Here are the results Broockman and Ahler got: 4.7 percent supported Option One; 17.4 percent supported Option Two; 10.8 percent supported Option Three; 12.0 percent supported Option Four; 17.0 percent supported Option Five; 13.8 percent supported Option Six; and 24.4 percent supported Option Seven. The largest single group, 24.4 percent, supported the most draconian option — closed borders and mass deportation — that is dismissed by every candidate in the race, including Trump.

Add in the next group that supported Option Six, which would allow only a “small number” of highly skilled immigrants to enter the U.S. and also involve mass deportations, and the number increased to 38.2 percent. Then add Option Five, which would allow only highly skilled immigrants while physically blocking the border, and the number increased to 55.2 percent. “Many citizens support policies that seem to fall outside of the range of policy options considered in elite discourse,” Broockman and Ahler conclude.

Shocking! We have said all along that the anti-White revolution is a top-down phenomenon initiated and maintained by hostile elites with very little popular support, especially among White people — which is why these elites continue to import millions of non-Whites. Those percentages show that an immigration platform something like Trump’s is a winner.

Trump’s immigration stance appears to fall somewhere between Option Five and Option Six, perhaps a little closer to the latter. It’s probably fair to say that, if Broockman and Ahler are correct, a majority of Americans — not just Republican voters, but all Americans — hold views that are consistent with Trump’s position, or are even more restrictive. Opponents like Graham portray Trump’s immigration position as far out of the mainstream, but that doesn’t appear to be the case.

Just a couple comments on Trump’s position paper which should be read in its entirety. It may be considered the Jeff Sessions playbook on immigration, including ending birthright citizenship. The only other presidential candidate mentioned is Marco Rubio:

When politicians talk about “immigration reform” they mean: amnesty, cheap labor and open borders. The Schumer-Rubio immigration bill was nothing more than a giveaway to the corporate patrons who run both parties. …  Mark Zuckerberg’s personal Senator, Marco Rubio, has a bill to triple H-1Bs that would decimate women and minorities.

Beautiful. And he could have mentioned Rubio’s ultra-Zionist backers, Norman Braman, Larry Ellison, and Sheldon Adelson. Sounds like a pattern. Obviously, one of the big strengths of the Trump candidacy is that he is not dependent on the donor class. He gets another dig in at the donors:

Real immigration reform puts the needs of working people first – not wealthy globetrotting donors. We are the only country in the world whose immigration system puts the needs of other nations ahead of our own.

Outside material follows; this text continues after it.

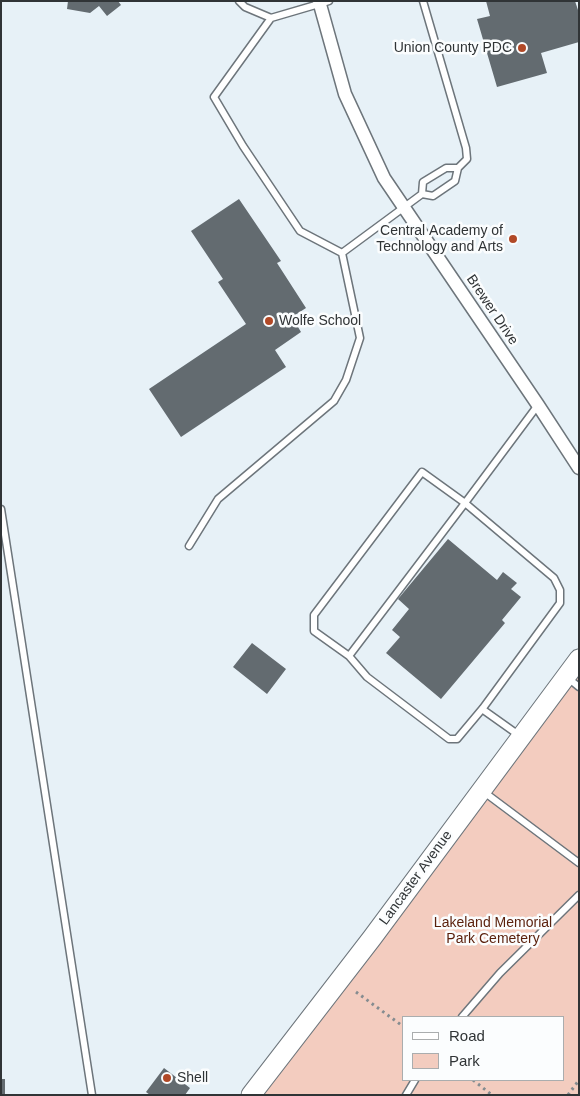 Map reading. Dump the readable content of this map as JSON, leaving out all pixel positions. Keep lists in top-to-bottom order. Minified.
{"streets":{"main road":["Lancaster Avenue"],"street":["Brewer Drive"]},"parks":["Lakeland Memorial Park Cemetery"],"places":["Union County PDC","Central Academy of Technology and Arts","Wolfe School","Shell"],"legend":["Road","Park"]} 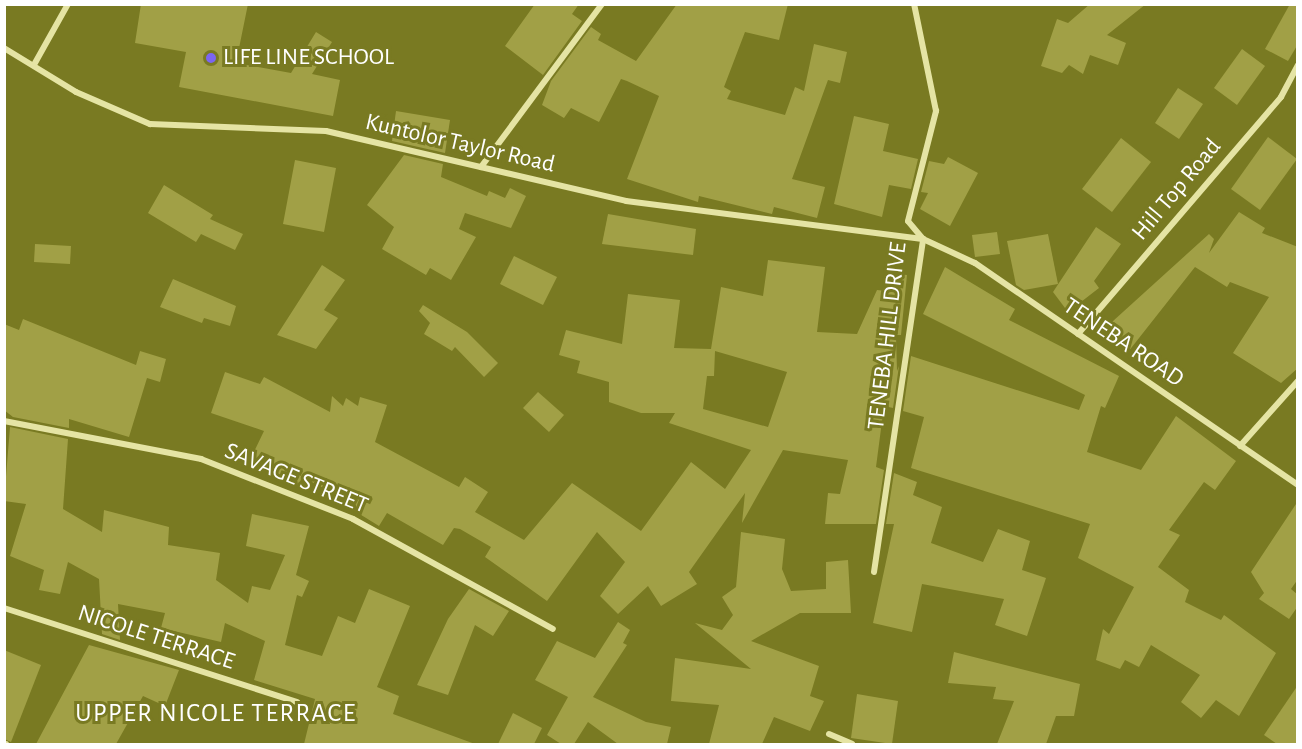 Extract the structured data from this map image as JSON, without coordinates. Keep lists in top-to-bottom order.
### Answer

Unfortunately, all European-derived countries have immigration policies that are absolutely opposed to the interests of their native populations. We can now expect that a raging conflagration of media attacks against Trump and that Republican elites will continue to do all they can to derail Trump’s candidacy. This will be political theater at its best.

Trump/Sessions for president/vice-president in 2016!